- Saved entries
......

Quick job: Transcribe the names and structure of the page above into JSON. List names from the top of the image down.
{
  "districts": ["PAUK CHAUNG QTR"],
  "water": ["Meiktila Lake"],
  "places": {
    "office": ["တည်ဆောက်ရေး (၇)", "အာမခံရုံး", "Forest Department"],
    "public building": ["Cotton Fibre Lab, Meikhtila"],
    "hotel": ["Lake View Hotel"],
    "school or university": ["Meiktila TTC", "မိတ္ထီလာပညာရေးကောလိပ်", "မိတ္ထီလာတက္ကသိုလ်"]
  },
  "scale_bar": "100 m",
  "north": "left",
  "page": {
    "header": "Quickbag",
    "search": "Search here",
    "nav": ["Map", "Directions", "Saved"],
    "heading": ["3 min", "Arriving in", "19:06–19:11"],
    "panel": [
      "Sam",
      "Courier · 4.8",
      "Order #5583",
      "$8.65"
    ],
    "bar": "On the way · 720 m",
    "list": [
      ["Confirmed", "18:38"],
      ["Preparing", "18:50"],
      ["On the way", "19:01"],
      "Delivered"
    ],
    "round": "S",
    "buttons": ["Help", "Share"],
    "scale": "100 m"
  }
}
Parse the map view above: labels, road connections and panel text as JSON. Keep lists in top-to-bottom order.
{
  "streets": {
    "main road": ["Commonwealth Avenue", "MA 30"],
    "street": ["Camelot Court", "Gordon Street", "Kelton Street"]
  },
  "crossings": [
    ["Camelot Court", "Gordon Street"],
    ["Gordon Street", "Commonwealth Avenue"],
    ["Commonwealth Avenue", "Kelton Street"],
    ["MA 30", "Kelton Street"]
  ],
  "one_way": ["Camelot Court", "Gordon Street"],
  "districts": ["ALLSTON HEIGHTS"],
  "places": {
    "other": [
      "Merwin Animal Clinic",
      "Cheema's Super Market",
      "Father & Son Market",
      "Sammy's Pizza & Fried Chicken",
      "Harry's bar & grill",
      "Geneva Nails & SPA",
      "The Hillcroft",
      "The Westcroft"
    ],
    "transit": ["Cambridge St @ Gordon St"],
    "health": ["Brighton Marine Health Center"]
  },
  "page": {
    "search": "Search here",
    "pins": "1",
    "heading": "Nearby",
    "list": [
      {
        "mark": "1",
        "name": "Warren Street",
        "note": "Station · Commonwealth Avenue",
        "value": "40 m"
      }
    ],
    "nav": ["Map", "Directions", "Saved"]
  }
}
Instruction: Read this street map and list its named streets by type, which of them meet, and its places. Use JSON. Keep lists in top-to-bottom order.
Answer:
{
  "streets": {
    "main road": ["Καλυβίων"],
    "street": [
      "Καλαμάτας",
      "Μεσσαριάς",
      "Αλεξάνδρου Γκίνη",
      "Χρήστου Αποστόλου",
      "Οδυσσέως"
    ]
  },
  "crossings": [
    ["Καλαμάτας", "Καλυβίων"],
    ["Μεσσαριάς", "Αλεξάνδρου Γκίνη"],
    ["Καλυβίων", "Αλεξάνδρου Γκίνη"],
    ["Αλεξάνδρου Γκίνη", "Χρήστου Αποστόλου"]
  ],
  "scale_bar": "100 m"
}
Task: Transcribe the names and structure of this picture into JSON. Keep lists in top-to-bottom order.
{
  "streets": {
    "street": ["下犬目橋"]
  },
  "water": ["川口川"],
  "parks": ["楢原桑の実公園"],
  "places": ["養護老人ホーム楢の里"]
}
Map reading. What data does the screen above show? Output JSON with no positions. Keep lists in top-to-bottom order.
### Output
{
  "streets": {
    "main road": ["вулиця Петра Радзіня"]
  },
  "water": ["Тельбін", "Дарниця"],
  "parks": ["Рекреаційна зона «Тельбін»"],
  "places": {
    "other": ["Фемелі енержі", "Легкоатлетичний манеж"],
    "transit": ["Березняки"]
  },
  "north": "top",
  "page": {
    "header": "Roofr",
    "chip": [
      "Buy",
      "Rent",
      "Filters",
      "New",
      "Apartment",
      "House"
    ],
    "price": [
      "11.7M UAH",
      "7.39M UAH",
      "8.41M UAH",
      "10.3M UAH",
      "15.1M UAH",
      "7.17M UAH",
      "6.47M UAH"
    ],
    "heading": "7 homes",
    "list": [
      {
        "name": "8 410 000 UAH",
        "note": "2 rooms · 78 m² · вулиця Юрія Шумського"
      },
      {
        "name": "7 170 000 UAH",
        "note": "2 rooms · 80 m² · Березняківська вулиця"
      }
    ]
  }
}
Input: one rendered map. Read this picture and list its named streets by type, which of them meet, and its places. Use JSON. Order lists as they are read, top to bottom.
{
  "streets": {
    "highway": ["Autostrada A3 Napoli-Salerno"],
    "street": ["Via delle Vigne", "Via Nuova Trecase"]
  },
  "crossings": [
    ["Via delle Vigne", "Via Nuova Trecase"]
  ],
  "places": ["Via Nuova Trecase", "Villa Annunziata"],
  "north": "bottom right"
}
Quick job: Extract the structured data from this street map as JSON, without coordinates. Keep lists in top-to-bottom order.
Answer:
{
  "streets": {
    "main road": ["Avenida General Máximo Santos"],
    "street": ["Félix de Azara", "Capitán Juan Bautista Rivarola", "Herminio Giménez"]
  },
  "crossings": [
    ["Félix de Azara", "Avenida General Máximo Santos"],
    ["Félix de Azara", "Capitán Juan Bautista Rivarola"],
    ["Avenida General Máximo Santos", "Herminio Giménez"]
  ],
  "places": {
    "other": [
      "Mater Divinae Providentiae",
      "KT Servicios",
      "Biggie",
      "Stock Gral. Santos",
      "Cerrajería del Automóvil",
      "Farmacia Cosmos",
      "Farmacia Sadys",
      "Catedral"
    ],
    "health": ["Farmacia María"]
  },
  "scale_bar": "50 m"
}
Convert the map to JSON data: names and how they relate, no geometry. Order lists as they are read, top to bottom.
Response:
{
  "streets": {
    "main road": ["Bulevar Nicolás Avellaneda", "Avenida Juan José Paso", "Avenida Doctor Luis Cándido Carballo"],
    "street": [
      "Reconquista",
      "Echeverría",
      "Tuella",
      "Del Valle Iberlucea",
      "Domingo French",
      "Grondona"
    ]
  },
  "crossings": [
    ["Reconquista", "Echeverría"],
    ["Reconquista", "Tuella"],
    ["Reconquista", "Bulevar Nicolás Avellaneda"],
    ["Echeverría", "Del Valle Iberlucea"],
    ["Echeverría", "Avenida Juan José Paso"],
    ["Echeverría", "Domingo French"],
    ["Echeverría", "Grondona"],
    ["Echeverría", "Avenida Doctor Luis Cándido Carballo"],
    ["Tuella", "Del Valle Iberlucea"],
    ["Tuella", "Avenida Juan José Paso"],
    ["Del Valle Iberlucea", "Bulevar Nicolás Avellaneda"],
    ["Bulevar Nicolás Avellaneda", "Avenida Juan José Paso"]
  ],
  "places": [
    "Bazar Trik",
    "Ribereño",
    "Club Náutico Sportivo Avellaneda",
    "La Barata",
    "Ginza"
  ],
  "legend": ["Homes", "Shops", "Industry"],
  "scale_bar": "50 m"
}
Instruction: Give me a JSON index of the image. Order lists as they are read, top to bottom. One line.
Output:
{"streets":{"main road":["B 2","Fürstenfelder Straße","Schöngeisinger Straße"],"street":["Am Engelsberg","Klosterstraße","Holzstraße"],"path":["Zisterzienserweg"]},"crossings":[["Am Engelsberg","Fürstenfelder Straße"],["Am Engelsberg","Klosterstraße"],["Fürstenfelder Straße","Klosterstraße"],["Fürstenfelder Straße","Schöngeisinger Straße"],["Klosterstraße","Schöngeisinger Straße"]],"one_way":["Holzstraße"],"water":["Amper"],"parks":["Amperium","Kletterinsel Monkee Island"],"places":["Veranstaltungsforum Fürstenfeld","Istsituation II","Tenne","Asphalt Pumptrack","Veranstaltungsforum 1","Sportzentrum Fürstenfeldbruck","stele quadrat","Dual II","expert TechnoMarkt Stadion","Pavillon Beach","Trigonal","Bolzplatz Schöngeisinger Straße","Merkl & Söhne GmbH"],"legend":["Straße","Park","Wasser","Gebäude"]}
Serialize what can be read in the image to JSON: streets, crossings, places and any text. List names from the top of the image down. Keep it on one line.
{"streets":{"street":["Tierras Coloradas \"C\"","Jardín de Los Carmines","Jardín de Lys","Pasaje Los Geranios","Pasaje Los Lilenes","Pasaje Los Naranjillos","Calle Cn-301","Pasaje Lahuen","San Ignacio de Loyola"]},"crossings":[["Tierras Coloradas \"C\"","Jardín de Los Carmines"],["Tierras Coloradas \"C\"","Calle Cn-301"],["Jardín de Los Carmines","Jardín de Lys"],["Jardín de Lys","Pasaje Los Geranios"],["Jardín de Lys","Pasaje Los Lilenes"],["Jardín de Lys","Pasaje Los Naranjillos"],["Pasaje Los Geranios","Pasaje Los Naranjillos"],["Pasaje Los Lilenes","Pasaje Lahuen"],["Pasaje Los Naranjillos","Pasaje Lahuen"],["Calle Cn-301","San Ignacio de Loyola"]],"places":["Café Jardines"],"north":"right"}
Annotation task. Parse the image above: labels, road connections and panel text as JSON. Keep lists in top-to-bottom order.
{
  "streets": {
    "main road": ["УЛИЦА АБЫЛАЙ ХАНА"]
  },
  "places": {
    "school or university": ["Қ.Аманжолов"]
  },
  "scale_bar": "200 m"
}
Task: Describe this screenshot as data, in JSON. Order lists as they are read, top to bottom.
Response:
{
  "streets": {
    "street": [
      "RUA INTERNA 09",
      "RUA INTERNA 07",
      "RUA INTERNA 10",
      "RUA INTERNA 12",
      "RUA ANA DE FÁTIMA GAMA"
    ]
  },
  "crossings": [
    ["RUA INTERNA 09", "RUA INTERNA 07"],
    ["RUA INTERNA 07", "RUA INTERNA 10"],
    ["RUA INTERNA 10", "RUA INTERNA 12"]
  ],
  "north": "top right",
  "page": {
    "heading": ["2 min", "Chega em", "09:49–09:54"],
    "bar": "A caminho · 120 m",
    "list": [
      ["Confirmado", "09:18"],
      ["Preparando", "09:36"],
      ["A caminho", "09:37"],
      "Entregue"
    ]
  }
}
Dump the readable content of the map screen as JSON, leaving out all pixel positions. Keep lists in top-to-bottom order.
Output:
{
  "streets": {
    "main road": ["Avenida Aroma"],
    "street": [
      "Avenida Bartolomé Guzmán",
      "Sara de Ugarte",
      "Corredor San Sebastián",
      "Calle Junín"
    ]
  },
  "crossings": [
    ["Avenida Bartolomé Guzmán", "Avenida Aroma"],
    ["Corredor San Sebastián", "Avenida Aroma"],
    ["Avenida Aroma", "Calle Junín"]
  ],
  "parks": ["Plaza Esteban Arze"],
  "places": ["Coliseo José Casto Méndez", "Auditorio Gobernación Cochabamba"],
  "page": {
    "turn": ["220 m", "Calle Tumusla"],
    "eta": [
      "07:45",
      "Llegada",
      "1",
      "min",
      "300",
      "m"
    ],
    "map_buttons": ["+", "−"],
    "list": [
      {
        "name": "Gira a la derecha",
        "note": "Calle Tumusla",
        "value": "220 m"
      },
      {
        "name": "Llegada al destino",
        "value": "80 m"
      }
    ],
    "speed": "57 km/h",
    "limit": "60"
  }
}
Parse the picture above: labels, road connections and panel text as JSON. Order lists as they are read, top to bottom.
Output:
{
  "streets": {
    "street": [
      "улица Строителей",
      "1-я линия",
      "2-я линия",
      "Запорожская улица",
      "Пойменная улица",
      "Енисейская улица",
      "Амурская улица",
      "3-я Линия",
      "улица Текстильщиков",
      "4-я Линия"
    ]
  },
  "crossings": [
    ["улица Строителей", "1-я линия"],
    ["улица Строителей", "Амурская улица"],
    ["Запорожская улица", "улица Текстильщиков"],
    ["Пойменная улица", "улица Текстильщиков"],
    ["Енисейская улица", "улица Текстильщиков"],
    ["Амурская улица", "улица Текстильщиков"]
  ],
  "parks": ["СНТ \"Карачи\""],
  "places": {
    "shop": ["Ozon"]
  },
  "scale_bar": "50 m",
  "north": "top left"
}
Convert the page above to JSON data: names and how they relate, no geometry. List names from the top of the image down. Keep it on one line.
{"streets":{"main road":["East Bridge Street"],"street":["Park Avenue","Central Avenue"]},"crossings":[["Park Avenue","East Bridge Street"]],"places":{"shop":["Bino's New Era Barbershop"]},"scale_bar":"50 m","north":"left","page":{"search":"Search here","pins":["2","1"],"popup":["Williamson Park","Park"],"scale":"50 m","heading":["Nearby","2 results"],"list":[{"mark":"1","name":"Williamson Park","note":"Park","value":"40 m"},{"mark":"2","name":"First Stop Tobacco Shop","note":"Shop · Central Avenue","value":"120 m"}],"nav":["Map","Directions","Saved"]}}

......

Whenever the word "positions" shows up in a line above, copy that line.

Map reading. What data does the screen above show? Output JSON with no positions. Keep lists in top-to-bottom order.
Dump the readable content of the map screen as JSON, leaving out all pixel positions. Keep lists in top-to-bottom order.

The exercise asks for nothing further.